After WannaCry began infecting computers powered by Microsoft's Windows via the internet on May 12, users had 72 hours to pay $300 in bitcoin, or pay twice as much.
Paying didn't unlock their computers, Bossert wrote in the Wall Street Journal on Monday.
"It was cowardly, costly and careless," he wrote. "The attack was widespread and cost billions, and North Korea is directly responsible."
While calling the public attribution an initial step in holding North Korea accountable, Bossert said President Donald Trump had already exhausted many of the tools available for punishing the regime in Pyongyang as he seeks to halt its nuclear weapons and ballistic missile programmes.
"North Korea has done everything wrong as an actor on the global stage that a country can do," he said. "President Trump has used just about every lever that you can use short of starving the people of North Korea to death to change their behaviour. And so we don't have a lot of room left here to apply pressure to change their behaviour."
Bossert called on governments and companies around the world to cooperate to mitigate cyber risk, and said the US would lead the effort. Microsoft, Facebook and other companies worked to disrupt the attack and moved last week to disable North Korean accounts being used for cyberattacks, Bossert said.
Assistant secretary of homeland security for cybersecurity and communication Jeanette Manfra said that the companies should take additional steps to collaborate with the government to defend against cyberattacks.
"We make it way too easy for attackers by operating independently," she said. "Our adversaries are not distinguishing between public and private, so neither should we. Government and industry must work together, now more than ever, if we are serious about improving our collective defence."
North Korea has been developing cyber capabilities as trade sanctions and a debilitated domestic economy make it difficult to invest in conventional military capabilities, said Tom Uren, a visiting fellow at the Australian Strategic Policy Institute's (Aspi) International Cyber Policy Centre.
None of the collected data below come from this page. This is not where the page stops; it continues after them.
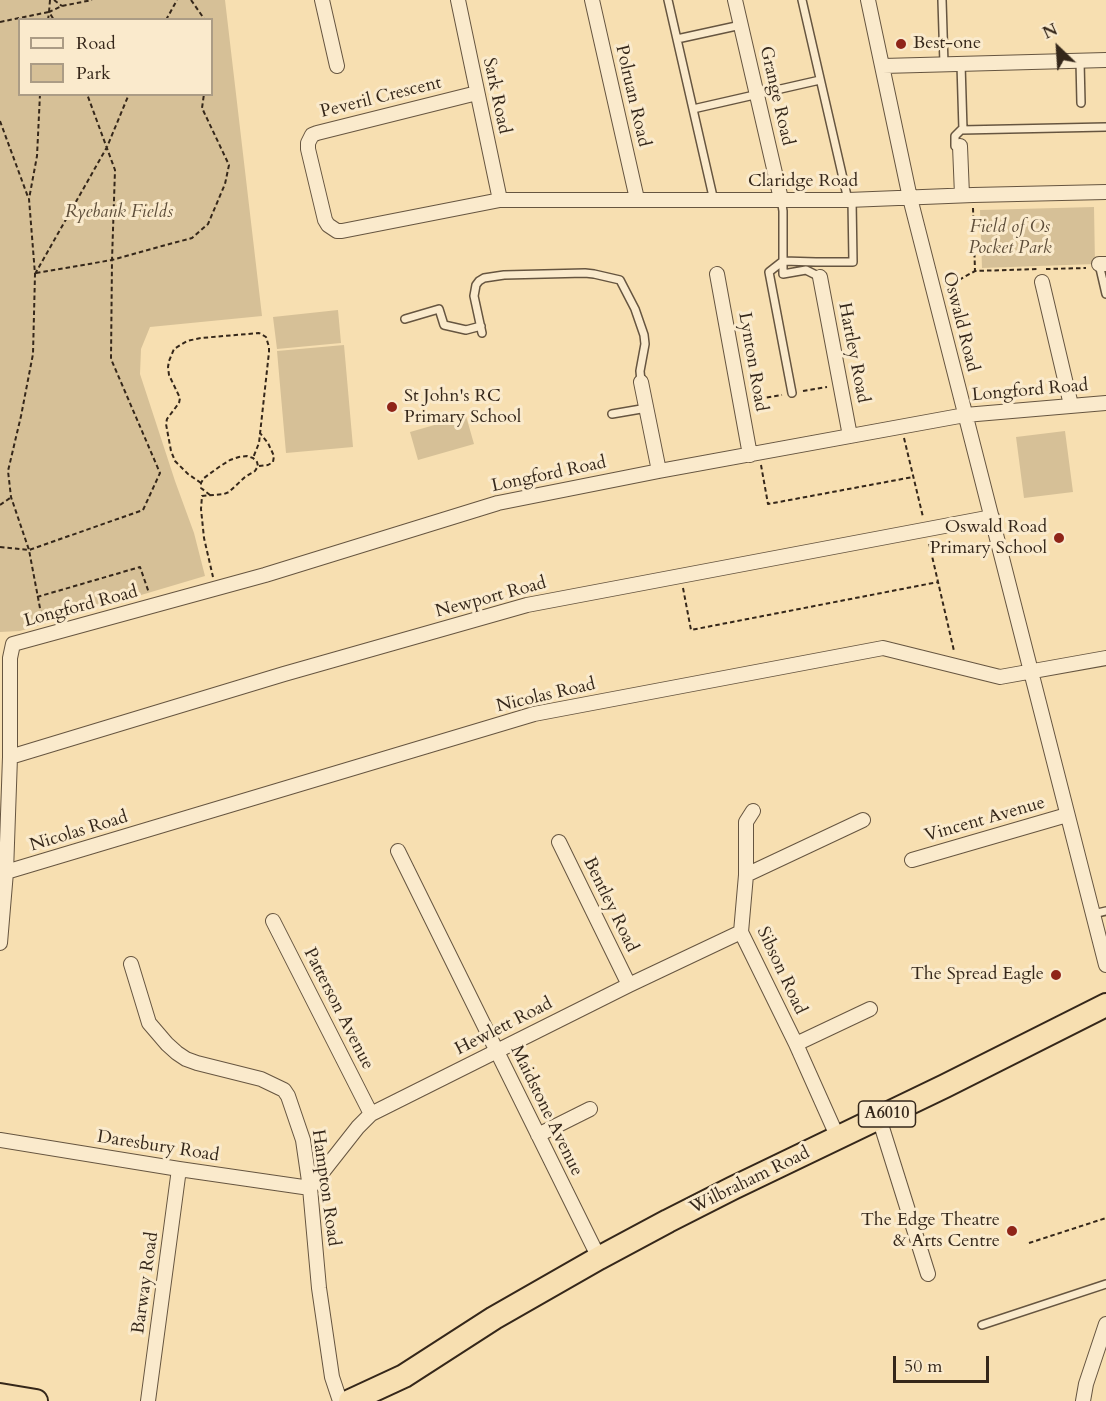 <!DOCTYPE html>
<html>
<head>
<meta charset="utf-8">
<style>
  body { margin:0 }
  #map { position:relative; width:1106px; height:1401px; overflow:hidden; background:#f7dfb1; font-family:Cardo,serif }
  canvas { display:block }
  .legend { position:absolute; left:18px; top:18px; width:195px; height:78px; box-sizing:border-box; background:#faeacc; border:2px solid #ab9c85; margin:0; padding:8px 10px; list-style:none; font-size:18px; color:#35271a }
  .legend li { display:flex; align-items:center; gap:12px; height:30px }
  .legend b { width:30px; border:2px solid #ab9c85 }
  .north { position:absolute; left:1028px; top:18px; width:60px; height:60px; -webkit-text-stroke:4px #faeacc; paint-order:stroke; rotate:335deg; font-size:16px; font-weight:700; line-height:24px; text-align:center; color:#35271a }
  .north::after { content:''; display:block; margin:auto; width:21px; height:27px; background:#35271a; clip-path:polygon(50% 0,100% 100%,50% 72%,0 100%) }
  .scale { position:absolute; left:893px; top:1356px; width:96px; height:27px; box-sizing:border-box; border:3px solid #35271a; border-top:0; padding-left:8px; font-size:18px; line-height:21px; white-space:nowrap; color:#35271a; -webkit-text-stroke:4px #faeacc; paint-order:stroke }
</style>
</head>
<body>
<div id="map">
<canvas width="1106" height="1401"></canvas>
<ul class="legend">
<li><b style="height:8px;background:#faeacc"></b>Road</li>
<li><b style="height:16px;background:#d6c097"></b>Park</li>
</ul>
<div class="north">N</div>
<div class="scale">50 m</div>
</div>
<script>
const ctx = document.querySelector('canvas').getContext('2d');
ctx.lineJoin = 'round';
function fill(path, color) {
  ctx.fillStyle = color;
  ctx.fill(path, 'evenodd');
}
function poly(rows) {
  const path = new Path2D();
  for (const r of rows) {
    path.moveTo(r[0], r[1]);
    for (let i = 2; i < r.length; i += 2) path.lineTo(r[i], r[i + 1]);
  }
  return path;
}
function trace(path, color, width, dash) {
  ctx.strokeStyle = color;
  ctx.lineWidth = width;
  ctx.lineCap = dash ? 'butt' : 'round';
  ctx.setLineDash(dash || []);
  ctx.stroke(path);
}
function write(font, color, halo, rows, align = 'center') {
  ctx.font = font + ' Cardo,serif';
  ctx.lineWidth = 6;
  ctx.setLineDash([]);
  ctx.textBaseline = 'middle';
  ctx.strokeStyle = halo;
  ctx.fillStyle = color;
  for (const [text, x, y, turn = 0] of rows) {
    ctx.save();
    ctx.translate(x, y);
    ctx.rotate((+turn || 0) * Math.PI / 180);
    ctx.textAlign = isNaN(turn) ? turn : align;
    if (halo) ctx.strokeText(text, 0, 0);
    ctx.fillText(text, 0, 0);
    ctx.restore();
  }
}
fill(poly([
  [0,0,225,0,262,316,150,327,141,349,140,374,175,481,194,533,205,576,20,631,0,632],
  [20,20,212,20,212,94,20,94],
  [1094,207,1095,264,982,268,980,210],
  [338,310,341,343,277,349,273,317],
  [344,345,353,447,286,453,277,351],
  [466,416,474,444,418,460,410,432],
  [1065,431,1073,492,1024,498,1016,437]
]), '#d6c097');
const service = poly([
  [668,0,714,201],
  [802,0,848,200],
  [942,0,944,64],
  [677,39,741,25],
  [1080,61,1081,103],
  [961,64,963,130],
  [693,109,820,80],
  [958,146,955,146,955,136,961,130,1106,127],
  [781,199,783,211,783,261,816,262,853,262,852,200],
  [783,261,769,272,792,393],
  [783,261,783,274,806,270,820,277],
  [1099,264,1106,294],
  [405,319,439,309,444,325,466,330,481,326],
  [482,333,474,296,476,285,479,281,484,278,504,275,585,273,594,274,620,280,635,309,644,335,645,344,640,371,641,382],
  [612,414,647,408],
  [1093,914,1106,911],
  [982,1325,1106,1284]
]);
const minor = poly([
  [322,0,337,66],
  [458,0,500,200],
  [592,0,637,199],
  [735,0,781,199],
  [868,0,910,198,1106,965],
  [883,66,1106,60],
  [477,93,317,133,312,135,308,143,308,149,325,220,328,225,337,231,342,231,500,200,848,200,973,195,1106,192],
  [960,146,962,195],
  [1099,264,1106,264],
  [717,274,750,455],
  [820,277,850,436],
  [1042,282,1071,405],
  [641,382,659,471],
  [10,757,284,674,527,605,992,517],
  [753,811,746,822,746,875,741,932,796,1044,838,1138],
  [559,842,629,985],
  [398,851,599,1258],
  [912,860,1067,815],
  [6,872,534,714,883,648,1000,677,1106,658],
  [746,875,863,820],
  [273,921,371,1114],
  [0,943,6,872,10,757,10,658,13,644,265,575,498,503,659,471,965,415,1106,403],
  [131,964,149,1023,167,1044,177,1053,186,1059,197,1063,261,1079,284,1090,288,1096,303,1140,310,1188,319,1288,332,1377,340,1401],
  [796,1044,870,1009],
  [879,1118,928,1274],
  [538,1135,590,1109],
  [0,1140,179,1169,310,1188,358,1127,371,1114,629,985,741,932],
  [148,1401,179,1169],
  [1083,1401,1086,1384,1106,1324]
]);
const trunk = poly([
  [0,1395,36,1401],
  [350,1401,404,1376,494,1318,599,1258,668,1221,733,1188,945,1086,1106,1005]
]);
trace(service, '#665540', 10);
trace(minor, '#665540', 16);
trace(trunk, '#35271a', 26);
trace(poly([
  [50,0,49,12,54,20],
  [54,0,62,6],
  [191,0,205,20],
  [48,20,49,12,62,6,92,0],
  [166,20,177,0],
  [0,22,49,12],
  [212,53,212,55],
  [40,94,37,156,29,199,35,274,33,354,21,416,8,471,11,497,29,550,43,624],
  [0,121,28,197],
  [973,208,975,271,1038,269],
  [1046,269,1086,268],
  [36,273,112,260,162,246,192,238,208,224,225,184,229,165,202,108,204,94],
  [35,274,107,147,129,94],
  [946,287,975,271],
  [803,391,827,387],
  [752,400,782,395],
  [904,438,923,517],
  [761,465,768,504,913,477],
  [259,466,268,465,273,462,274,456,268,443,260,433],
  [201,483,188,474,175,461,171,451,166,424,167,419,179,403,180,398,169,375,168,367,169,361,174,349,187,341,201,338,259,333,266,337,269,347,269,352,259,443,253,458],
  [210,495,201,488,201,483,204,478,219,467,230,460,239,457,247,456,253,458,257,462,258,466,255,471,245,477,229,492,224,494,202,496,201,509,204,538,213,577],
  [0,505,10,498],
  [929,543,954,651],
  [0,547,29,550,143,510,160,473,111,359,112,260,115,170,87,94],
  [683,588,691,630,938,582],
  [37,597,140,567,149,593],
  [1029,1243,1106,1218]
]), '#35271a', 2, [4.5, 3]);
trace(service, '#faeacc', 7);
trace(minor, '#faeacc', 14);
trace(trunk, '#f7dfb1', 22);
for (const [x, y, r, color] of [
  [901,44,6,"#8f2418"],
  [392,407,6,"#8f2418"],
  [1059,538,6,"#8f2418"],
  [1056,975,6,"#8f2418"],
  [1012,1231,6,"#8f2418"]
]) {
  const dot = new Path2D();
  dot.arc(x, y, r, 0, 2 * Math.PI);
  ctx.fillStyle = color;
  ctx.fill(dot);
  trace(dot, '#faeacc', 2);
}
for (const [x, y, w] of [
  [887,1114,57]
]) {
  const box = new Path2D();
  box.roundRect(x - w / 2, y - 13, w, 26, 4.5);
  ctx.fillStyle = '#faeacc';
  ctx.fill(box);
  trace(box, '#35271a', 1.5);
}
write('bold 16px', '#35271a', null, [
  ["A6010",887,1114]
]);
write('18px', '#35271a', '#faeacc', [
  ["Best-one",913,44,"left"],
  ["St John's RC",404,397,"left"],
  ["Primary School",404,418,"left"],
  ["Oswald Road",1047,528],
  ["Primary School",1047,549],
  ["The Spread Eagle",1044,975],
  ["The Edge Theatre",1000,1221],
  ["& Arts Centre",1000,1242]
], 'right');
write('18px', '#35271a', '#faeacc', [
  ["Sark Road",496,96,78],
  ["Polruan Road",632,96,77],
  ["Grange Road",776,96,77],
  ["Peveril Crescent",381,98,-14],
  ["Claridge Road",803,182],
  ["Oswald Road",960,322,76],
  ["Hartley Road",853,353,79],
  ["Lynton Road",752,362,80],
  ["Longford Road",1030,391,-5],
  ["Longford Road",549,475,-12],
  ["Newport Road",491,598,-15],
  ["Longford Road",81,607,-15],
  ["Nicolas Road",546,696,-13],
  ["Vincent Avenue",985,820,-16],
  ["Nicolas Road",79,832,-17],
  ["Bentley Road",610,905,64],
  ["Sibson Road",781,971,65],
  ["Patterson Avenue",338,1009,63],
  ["Hewlett Road",504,1027,-27],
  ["Maidstone Avenue",546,1111,64],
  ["Daresbury Road",158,1147,9],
  ["Wilbraham Road",750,1181,-26],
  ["Hampton Road",325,1188,82],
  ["Barway Road",146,1283,-82]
]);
write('italic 18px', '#5d4d39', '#faeacc', [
  ["Ryebank Fields",119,213],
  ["Field of Os",1010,228],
  ["Pocket Park",1010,249]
]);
</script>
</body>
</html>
"Having a formal report gives more weight to negotiations when the US approaches China, or Russia or anywhere else that might be providing North Korea with internet services," Uren said. "It gives them something else to bring to the table."
The UK government in October blamed North Korea for the attack on the NHS. Kim Jong Un's regime denied any connection. Until now, the US hadn't publicly named Pyongyang as being behind the attack. Australia, Canada and Japan also agree with the US analysis, Bossert said.
North Korea allows internet access to only a small portion of its population, but it began to train its techno soldiers in the early 1990s, according to South Korea's Defence Security Command. The country probably employs 1700 state-sponsored hackers, backed by more than 5000 support staff, according to Aspi.
North Korea has grown increasingly adept at breaking into computer systems around the world for financial gain and strategic benefit. This year, the regime's cyber warriors have been linked to stolen US-South Korean military plans and the alleged theft of $60 million from a Taiwan bank.
The hackers drew international headlines in 2014 when they allegedly broke into Sony's movie business as it was preparing to release The Interview, a Seth Rogen and James Franco comedy about meeting the North Korean leader.